The concept of employing integrative thinking strategies and actions embodies a sense of open mindedness, realizing the necessity to transcend partial or individual knowledge. This concept realizes that it is essential to move beyond conventional knowledge, and accept that real-world problems don’t always fit into one single discipline. In thinking beyond academic discretion and predisposed truths, the concept of integrative thinking allows an intellectual entrepreneur to get a better sense of self. There is no question of the individuality of every scholar or professional, however, when knowledge is spread or shared in a vacuum, such as most conventional learning, this individuality is masked by aggregated “expertise” and inherent “truths”, particularly within a specific discipline. In discovering more about self, the intellectual entrepreneur can, in turn, discover more about their discipline. In my opinion, the ultimate understanding of a discipline is defined by what you, as an individual, can contribute to that discipline. In order to discover what we as individuals have to offer, we must first discover ourselves as intellectual individuals.

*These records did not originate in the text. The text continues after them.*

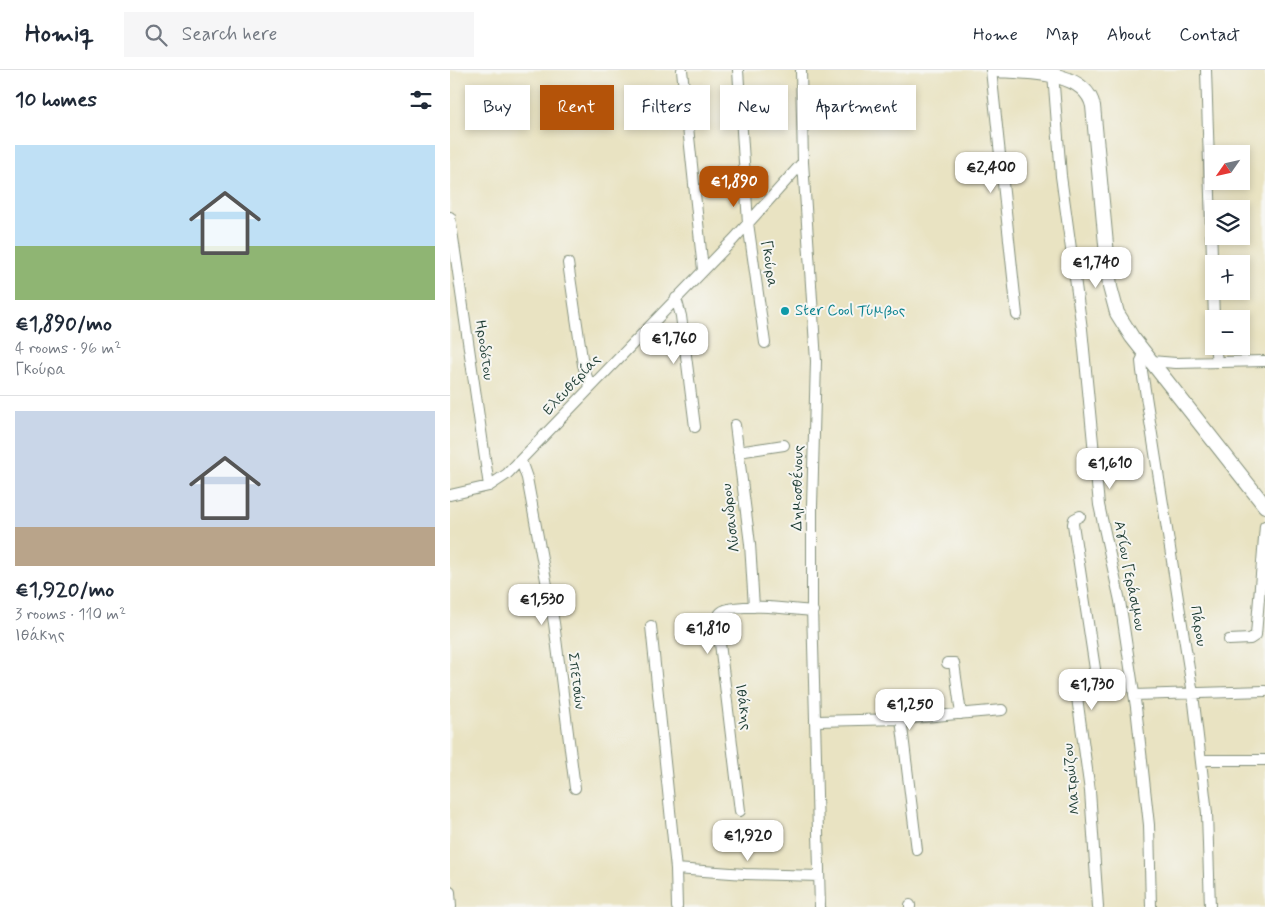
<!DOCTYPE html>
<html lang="en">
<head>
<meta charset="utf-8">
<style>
	body { margin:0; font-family:Mynerve,sans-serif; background:#f6f6f7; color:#1f2937; height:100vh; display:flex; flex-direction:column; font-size:19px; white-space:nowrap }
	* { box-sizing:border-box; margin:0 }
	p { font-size:16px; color:#747a83 }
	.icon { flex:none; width:28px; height:28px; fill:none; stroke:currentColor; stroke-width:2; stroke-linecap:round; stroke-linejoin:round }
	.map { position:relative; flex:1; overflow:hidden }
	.drawer { display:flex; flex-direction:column; background:#fff; width:450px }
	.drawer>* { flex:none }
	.top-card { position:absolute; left:15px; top:15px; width:475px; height:45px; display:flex; gap:10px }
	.needle { width:32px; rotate:236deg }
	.controls { position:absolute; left:755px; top:75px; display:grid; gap:10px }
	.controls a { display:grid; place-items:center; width:45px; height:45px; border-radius:0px; background:#fff; box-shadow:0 2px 8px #0003; font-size:25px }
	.price { position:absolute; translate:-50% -42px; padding:0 11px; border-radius:10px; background:#fff; color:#222; font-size:16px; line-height:32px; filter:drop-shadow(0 1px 2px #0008) }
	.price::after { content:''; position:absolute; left:50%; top:30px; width:15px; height:11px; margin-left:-8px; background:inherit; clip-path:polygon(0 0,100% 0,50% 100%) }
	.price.selected { background:#b45309; color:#fff }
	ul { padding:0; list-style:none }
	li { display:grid; align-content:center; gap:10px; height:265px; padding:0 15px }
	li+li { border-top:1px solid #e0e1e3 }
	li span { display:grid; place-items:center; height:155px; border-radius:0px; color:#555 }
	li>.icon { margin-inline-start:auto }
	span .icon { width:90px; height:90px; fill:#fffc; stroke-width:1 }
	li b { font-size:21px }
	h2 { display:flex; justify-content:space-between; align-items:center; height:60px; padding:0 15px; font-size:21px }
	.pill { padding:0 18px; border-radius:0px; background:#fff; box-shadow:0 2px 8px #0003; font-size:18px; line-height:45px }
	.pill.selected { background:#b45309; color:#fff }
	header { display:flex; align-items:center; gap:30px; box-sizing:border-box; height:70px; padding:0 25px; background:#fff; border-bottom:1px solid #e0e1e3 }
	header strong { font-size:24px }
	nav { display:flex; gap:28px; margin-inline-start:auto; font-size:18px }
	.search { width:350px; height:45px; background:#f6f6f7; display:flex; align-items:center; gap:12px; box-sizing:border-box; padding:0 18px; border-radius:0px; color:#747a83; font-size:19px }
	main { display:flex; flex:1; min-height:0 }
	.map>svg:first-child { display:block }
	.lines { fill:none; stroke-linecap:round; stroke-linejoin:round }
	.street-casing { stroke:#84907b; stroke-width:12 }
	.secondary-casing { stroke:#84907b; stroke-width:16 }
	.street { stroke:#fff; stroke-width:10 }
	.secondary { stroke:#fff; stroke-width:14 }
	.culture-dot { fill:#0f9aa8; stroke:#f6f6f2; stroke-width:2 }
	.labels { text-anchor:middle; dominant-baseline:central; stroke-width:4; stroke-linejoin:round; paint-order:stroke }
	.street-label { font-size:15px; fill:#1f3d34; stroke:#f6f6f2 }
	.culture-label { font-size:15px; fill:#0d838f; stroke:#f6f6f2; text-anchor:start }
</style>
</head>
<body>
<header>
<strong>Homiq</strong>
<div class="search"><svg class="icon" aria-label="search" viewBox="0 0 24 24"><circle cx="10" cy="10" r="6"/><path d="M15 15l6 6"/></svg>Search here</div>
<nav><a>Home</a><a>Map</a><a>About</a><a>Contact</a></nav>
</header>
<main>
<section class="drawer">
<h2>10 homes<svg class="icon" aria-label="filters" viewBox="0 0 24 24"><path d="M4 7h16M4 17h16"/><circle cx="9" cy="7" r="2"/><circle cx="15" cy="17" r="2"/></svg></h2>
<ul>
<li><span style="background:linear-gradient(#bfe0f5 65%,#8fb573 0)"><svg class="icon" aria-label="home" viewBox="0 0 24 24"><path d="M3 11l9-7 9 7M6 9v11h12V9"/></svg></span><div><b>€1,890/mo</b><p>4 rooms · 96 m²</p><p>Γκούρα</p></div></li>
<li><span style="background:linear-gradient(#c9d6e8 75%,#b9a48a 0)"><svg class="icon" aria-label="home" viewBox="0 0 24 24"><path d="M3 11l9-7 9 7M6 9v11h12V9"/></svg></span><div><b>€1,920/mo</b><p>3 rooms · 110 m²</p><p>Ιθάκης</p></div></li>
</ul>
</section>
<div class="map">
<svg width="815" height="837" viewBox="0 0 815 837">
	<rect width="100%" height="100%" fill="#f6f6f2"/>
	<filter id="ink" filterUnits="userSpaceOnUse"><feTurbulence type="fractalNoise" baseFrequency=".02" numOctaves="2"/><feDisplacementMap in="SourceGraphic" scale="10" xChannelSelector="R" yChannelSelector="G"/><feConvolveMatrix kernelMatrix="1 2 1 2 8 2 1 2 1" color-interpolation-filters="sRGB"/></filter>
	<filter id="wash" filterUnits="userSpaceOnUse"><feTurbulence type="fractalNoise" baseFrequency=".0096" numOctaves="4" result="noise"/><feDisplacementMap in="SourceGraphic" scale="20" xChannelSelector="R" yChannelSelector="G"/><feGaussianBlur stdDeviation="1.12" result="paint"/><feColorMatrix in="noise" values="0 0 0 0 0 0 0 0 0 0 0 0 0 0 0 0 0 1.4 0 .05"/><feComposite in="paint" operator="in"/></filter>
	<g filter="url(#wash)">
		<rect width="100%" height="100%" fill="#e9e3c2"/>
	</g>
	<g filter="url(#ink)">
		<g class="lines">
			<!-- street casing -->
			<g class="street-casing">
				<path id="street" d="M232 0 253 200
					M288 0 298 153 315 273
					M351 0 353 92 366 291 362 436V537L370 837
					M541 0 567 245
					M756 0 764 249
					M603 3 611 106 632 259 649 435 670 531 686 637 699 755 701 837
					M0 147 39 416
					M118 193 133 295 140 317
					M226 228 231 246 245 357
					M765 276 767 291
					M695 283 691 291 692 301 743 624 757 743 760 837
					M701 291 726 293 815 291
					M285 355 300 474 304 537
					M288 382 334 375
					M71 391 77 408 104 553 125 718
					M0 425 39 416 57 404 284 169 353 92
					M630 446 624 449 623 454 645 599 641 606 627 608 625 613 640 721 648 837
					M201 556 226 799 227 837
					M779 570 800 569 806 565 815 456
					M497 593H504L511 644
					M684 625 815 621
					M451 649 467 780
					M367 651 451 649 552 640
					M751 690H815
					M290 741 267 548C269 544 271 541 275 540 295 533 340 539 363 541
					M226 799 295 804 369 806
					M0 822 1 837
					M460 835V837"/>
			</g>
			<!-- secondary casing -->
			<g class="secondary-casing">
				<path id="secondary" d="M544 0C577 2 635 0 643 36L660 217 667 243 682 267 815 436"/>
			</g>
			<!-- street -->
			<use href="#street" class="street"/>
			<!-- secondary -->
			<use href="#secondary" class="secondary"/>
		</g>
	</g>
	<!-- markers -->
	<circle class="culture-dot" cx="335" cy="241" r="5"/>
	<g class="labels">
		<!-- street labels -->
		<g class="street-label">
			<text transform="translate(319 194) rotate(82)">Γκούρα</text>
			<text transform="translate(34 280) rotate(82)">Ηροδότου</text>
			<text transform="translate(122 315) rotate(-47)">Ελευθερίας</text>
			<text transform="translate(348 418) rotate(-89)">Δημοσθένους</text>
			<text transform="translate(281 448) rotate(-97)">Λύσανδρου</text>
			<text transform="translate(679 506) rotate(79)">Αγίου Γεράσιμου</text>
			<text transform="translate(748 556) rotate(81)">Πάρου</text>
			<text transform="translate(126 611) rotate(83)">Σπετσών</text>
			<text transform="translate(293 637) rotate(82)">Ιθάκης</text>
			<text transform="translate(622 709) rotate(-96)">Ματρώζου</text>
		</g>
		<!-- culture labels -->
		<g class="culture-label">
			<text x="345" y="241">Ster Cool Τύμβος</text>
		</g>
	</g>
</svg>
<div class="controls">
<a><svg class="needle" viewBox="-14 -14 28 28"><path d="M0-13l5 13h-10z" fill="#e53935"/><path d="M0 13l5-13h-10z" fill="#747a83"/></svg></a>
<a><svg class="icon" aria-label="layers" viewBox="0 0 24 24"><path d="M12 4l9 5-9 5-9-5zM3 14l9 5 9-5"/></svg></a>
<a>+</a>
<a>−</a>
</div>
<b class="price" style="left:541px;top:124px">€2,400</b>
<b class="price selected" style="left:284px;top:138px">€1,890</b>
<b class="price" style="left:646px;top:219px">€1,740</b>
<b class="price" style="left:224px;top:295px">€1,760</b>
<b class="price" style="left:660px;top:420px">€1,610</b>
<b class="price" style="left:92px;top:556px">€1,530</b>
<b class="price" style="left:258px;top:585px">€1,810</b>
<b class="price" style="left:642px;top:641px">€1,730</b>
<b class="price" style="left:460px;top:661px">€1,250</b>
<b class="price" style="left:298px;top:792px">€1,920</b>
<div class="top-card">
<a class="pill">Buy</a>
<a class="pill selected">Rent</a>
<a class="pill">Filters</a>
<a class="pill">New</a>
<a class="pill">Apartment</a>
</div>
</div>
</main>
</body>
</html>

In a society where critical thinking is becoming increasingly secondary to the discrete and inherent or empirical “truths” of the disciplines, it is imperative that we maintain this sense of integrative thinking and action. I feel that the ability and the opportunity to transcend this vacuum of conventional knowledge-gaining will be critical to discovering myself, and what I can contribute to my discipline. Ultimately, a better sense of self and sense of purpose, I hope, will result in my advancement, academically and professionally.